------ DATA FOR PROCESSING ------

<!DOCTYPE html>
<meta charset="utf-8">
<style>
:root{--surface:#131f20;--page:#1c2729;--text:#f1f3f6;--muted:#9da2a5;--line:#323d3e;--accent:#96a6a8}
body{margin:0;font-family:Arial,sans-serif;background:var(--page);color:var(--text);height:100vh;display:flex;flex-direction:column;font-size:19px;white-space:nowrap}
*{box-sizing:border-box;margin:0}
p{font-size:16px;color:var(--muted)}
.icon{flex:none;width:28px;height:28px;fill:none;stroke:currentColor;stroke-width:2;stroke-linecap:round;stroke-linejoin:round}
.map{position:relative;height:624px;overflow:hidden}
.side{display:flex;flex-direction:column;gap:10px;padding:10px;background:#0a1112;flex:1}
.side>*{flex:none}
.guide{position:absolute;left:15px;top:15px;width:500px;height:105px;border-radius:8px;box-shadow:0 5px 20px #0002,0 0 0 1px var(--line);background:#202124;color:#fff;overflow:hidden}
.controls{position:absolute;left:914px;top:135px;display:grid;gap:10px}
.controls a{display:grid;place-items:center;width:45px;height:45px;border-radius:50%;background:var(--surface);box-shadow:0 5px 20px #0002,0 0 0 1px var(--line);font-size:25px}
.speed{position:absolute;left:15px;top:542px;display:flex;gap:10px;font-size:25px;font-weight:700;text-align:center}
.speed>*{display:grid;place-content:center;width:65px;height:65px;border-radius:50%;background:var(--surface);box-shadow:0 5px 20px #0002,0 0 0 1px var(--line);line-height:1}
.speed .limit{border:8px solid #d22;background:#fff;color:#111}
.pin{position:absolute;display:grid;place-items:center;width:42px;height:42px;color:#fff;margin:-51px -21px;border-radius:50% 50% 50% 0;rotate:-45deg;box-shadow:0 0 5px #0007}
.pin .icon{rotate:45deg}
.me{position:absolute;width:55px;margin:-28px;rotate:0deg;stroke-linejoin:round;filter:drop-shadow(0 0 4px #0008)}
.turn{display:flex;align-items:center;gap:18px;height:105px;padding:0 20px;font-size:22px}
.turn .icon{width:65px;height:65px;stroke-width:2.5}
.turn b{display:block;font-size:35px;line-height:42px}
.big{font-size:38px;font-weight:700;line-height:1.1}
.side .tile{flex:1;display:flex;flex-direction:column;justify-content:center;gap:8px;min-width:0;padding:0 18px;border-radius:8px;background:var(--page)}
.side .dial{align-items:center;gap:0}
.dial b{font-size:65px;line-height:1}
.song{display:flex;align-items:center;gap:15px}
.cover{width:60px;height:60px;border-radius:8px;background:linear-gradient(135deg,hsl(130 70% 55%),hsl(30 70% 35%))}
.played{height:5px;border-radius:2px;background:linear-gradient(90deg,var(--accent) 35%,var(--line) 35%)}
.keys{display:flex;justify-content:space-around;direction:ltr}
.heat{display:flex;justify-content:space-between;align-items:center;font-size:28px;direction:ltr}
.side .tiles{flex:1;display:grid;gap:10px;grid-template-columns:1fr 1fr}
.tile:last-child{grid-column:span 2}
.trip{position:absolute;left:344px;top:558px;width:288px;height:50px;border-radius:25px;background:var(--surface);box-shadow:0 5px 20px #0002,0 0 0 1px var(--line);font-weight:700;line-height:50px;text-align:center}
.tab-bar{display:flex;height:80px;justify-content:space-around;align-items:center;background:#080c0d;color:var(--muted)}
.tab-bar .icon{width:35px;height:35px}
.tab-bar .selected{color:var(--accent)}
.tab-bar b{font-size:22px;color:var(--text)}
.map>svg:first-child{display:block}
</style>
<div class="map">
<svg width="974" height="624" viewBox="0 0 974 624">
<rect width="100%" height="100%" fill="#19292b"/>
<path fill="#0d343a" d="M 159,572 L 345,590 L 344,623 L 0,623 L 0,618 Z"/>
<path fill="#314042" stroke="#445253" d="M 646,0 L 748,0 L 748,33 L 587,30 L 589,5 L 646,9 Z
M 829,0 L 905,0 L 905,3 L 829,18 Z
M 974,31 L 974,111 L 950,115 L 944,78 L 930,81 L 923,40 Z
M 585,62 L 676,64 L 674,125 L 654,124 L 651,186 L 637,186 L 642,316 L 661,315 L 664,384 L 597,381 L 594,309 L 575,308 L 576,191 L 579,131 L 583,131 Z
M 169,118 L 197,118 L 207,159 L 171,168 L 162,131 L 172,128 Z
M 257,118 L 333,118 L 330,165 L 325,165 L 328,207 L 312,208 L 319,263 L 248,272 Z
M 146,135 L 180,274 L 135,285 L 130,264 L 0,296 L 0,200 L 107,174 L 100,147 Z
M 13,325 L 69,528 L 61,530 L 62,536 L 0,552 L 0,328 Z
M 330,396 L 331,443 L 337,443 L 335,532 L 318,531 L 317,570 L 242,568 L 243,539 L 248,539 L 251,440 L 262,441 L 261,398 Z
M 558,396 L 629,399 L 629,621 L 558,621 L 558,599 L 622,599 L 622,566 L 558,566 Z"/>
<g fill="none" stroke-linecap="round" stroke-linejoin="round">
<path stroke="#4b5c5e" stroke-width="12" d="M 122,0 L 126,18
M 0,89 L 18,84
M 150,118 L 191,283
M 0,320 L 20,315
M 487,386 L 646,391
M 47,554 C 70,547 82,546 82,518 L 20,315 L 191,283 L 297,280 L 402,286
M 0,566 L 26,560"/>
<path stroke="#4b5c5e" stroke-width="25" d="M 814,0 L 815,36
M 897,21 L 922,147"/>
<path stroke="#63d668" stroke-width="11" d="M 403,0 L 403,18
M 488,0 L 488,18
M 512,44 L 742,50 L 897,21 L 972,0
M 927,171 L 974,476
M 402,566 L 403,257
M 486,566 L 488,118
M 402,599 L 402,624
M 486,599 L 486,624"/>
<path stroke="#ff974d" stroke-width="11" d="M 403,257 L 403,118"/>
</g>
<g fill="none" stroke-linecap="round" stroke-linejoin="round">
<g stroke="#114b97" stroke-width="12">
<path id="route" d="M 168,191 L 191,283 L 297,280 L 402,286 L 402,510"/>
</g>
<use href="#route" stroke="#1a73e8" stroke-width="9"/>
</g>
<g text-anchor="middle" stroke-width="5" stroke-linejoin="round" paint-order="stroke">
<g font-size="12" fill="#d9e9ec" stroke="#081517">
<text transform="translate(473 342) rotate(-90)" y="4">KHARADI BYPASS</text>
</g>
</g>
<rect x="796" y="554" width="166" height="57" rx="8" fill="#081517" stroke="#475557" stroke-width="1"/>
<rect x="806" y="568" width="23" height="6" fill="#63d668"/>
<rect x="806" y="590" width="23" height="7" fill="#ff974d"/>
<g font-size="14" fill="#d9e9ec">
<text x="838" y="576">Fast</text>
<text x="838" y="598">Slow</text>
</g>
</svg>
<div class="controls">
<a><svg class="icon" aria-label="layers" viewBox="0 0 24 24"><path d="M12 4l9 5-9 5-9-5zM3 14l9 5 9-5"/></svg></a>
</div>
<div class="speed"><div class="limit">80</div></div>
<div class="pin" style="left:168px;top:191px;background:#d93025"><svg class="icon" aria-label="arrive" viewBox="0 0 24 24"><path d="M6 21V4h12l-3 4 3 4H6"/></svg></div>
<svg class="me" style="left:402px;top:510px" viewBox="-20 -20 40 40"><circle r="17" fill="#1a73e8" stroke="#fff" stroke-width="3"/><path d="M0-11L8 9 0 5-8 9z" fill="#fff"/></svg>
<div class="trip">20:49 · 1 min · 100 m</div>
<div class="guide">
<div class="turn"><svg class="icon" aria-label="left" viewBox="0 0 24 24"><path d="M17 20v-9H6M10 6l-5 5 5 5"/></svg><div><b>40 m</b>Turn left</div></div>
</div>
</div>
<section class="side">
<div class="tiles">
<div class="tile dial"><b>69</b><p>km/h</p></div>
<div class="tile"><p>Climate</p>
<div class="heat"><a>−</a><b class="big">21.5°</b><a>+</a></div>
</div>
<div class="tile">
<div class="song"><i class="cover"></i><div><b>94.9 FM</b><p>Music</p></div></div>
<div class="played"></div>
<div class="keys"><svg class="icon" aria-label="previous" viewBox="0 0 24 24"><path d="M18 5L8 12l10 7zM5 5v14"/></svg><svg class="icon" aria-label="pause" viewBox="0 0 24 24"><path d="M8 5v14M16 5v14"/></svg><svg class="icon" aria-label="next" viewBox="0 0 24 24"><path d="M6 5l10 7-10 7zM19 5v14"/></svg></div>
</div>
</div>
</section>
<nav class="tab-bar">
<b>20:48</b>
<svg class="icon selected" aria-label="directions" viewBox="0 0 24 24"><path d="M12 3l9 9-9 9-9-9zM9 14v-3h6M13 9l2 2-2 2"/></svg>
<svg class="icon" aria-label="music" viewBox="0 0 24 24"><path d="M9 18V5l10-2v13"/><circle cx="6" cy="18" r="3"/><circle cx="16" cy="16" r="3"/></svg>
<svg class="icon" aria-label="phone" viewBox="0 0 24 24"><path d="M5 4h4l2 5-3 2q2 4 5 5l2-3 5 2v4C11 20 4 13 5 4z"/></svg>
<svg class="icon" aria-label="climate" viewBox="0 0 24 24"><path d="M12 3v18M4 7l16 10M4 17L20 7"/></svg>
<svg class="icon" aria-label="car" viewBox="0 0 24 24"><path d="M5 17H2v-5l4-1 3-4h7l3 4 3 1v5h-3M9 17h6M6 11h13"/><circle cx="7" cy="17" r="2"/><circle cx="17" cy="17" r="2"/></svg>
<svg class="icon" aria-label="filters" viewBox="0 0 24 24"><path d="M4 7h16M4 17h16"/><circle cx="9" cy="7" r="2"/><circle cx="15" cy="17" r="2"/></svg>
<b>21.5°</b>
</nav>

------
------ DATA FOR PROCESSING ------

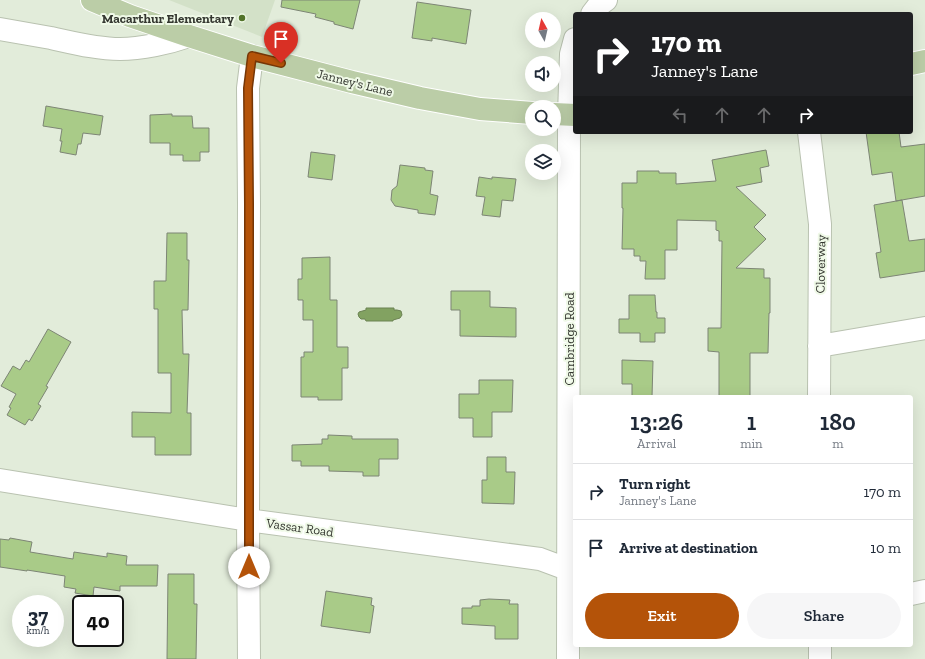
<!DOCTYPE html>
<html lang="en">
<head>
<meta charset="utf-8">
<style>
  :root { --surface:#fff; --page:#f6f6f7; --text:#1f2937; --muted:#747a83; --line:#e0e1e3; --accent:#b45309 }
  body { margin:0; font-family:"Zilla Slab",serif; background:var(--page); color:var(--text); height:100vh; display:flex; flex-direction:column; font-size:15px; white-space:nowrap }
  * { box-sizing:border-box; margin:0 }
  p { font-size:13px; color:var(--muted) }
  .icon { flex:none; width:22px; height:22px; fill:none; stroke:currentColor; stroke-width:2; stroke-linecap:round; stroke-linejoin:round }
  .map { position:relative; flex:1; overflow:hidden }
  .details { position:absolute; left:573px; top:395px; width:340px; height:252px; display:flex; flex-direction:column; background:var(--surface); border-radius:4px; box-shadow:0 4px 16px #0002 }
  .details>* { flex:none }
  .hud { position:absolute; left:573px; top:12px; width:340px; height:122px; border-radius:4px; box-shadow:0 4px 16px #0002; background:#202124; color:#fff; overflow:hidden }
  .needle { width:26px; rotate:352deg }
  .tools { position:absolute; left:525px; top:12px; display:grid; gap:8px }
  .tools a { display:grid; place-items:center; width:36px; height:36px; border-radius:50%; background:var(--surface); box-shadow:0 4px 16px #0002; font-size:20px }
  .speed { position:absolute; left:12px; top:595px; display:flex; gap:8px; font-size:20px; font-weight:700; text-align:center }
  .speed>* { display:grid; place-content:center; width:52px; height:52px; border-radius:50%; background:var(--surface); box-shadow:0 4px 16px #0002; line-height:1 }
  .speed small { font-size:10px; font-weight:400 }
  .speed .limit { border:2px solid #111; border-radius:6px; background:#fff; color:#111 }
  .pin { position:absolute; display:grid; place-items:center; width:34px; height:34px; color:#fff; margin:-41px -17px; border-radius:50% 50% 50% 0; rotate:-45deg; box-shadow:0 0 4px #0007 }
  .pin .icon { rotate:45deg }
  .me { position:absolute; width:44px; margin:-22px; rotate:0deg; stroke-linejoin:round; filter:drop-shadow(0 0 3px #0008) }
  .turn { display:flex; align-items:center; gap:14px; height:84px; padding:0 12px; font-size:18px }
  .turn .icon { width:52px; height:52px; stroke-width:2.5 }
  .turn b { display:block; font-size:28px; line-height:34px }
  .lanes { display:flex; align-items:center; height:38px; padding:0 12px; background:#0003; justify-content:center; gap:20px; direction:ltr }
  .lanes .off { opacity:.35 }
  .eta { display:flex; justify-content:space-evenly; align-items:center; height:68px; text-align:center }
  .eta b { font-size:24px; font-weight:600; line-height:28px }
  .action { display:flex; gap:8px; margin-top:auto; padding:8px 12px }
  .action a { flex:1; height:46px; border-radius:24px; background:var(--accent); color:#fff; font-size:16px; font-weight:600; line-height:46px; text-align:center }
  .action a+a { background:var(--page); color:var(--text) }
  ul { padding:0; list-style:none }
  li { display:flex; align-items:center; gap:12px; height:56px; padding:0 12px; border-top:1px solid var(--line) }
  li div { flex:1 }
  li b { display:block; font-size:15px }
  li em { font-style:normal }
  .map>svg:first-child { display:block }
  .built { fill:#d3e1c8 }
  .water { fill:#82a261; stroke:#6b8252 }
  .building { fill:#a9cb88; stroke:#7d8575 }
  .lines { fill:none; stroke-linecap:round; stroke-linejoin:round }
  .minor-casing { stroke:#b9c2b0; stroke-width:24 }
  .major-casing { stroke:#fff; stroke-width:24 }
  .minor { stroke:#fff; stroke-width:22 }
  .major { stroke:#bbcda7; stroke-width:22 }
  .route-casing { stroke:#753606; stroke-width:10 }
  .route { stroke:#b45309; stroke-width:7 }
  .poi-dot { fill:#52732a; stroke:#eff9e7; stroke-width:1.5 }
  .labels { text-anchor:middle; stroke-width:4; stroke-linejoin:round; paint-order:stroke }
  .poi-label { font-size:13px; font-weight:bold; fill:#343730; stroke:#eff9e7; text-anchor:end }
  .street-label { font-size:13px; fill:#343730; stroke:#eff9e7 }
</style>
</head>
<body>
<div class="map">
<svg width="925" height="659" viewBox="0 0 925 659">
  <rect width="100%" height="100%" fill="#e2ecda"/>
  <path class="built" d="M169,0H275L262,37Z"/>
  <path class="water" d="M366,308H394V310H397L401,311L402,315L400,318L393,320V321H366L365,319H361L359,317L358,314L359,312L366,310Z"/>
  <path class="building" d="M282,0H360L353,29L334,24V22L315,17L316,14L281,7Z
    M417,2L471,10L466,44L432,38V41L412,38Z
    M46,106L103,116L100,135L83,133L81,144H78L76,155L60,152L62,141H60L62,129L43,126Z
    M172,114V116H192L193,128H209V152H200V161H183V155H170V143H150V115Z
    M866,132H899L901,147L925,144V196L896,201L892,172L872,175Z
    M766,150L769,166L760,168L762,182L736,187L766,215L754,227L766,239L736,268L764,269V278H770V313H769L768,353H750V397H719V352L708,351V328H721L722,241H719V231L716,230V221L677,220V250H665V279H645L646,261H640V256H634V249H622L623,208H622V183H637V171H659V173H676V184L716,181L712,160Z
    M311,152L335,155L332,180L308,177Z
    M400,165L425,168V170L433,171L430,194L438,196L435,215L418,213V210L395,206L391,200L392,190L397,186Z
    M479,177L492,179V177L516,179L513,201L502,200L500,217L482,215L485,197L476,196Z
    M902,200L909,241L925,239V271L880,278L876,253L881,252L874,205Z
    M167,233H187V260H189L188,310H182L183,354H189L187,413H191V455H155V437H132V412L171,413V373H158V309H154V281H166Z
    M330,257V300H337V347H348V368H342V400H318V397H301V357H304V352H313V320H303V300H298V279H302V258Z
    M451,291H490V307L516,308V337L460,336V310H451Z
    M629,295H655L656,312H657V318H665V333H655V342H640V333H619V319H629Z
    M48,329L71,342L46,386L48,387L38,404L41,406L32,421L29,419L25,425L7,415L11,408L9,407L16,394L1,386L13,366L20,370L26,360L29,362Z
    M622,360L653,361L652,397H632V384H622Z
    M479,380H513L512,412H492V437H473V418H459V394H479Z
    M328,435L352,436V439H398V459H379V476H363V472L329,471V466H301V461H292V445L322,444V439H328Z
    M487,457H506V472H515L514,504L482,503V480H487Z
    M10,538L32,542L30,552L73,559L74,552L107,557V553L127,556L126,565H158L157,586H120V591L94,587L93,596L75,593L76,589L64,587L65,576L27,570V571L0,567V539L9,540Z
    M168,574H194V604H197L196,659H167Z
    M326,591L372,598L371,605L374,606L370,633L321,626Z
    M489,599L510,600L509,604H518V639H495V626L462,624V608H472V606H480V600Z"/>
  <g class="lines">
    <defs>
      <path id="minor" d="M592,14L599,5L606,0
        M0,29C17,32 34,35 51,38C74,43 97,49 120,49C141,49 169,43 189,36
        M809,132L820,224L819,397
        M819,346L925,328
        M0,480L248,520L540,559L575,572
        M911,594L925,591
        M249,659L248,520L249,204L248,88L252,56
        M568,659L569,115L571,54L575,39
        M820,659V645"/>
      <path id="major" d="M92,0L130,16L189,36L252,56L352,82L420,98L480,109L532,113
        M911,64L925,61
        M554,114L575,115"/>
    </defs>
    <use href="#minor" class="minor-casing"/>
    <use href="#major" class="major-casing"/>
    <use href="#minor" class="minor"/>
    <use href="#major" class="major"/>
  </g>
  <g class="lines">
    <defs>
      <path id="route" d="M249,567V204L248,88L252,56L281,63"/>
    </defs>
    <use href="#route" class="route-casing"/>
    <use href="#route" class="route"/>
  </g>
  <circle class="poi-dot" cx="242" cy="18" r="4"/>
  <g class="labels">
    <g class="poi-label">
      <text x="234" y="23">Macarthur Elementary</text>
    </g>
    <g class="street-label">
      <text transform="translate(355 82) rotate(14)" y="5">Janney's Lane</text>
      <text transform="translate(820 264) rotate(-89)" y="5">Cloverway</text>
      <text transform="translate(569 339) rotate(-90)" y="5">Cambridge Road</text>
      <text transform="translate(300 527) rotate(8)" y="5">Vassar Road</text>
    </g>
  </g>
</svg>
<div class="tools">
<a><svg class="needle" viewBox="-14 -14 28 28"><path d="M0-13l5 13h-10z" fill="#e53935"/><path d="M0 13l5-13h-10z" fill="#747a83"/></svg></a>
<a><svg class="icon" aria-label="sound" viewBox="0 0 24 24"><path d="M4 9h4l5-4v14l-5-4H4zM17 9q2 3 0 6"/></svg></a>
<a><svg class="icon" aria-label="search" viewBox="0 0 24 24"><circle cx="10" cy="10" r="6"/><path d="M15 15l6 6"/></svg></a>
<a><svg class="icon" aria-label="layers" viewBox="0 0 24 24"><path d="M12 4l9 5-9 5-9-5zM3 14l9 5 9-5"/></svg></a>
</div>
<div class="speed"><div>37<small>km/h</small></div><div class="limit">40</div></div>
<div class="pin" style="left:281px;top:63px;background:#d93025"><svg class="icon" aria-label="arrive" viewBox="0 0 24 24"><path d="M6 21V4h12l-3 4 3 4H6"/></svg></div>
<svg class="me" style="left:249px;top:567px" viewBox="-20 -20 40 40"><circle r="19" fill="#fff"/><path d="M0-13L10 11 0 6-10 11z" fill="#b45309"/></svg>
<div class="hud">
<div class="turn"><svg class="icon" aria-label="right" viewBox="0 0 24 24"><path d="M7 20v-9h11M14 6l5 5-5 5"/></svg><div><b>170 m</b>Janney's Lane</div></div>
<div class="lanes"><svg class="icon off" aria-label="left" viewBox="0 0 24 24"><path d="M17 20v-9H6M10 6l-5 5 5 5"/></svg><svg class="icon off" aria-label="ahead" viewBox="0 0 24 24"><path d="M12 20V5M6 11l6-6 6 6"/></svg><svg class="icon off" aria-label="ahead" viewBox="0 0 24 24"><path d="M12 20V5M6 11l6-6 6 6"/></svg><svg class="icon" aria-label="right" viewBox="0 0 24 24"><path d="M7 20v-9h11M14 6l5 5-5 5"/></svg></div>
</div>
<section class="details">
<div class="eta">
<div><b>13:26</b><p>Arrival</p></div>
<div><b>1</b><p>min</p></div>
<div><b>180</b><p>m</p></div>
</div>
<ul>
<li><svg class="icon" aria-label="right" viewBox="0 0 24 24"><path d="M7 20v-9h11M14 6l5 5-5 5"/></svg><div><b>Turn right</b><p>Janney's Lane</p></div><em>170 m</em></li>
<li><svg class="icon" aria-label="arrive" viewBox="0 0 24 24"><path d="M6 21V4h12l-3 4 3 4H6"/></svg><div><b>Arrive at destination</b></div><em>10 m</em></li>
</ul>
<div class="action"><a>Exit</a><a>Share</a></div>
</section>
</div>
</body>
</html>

------

- HOW TO COMPLETE THIS TASK:
Pick out all lines from the data above in which the word "html" appears.

- EXERCISE ANSWER:
<!DOCTYPE html>
<!DOCTYPE html>
<html lang="en">
</html>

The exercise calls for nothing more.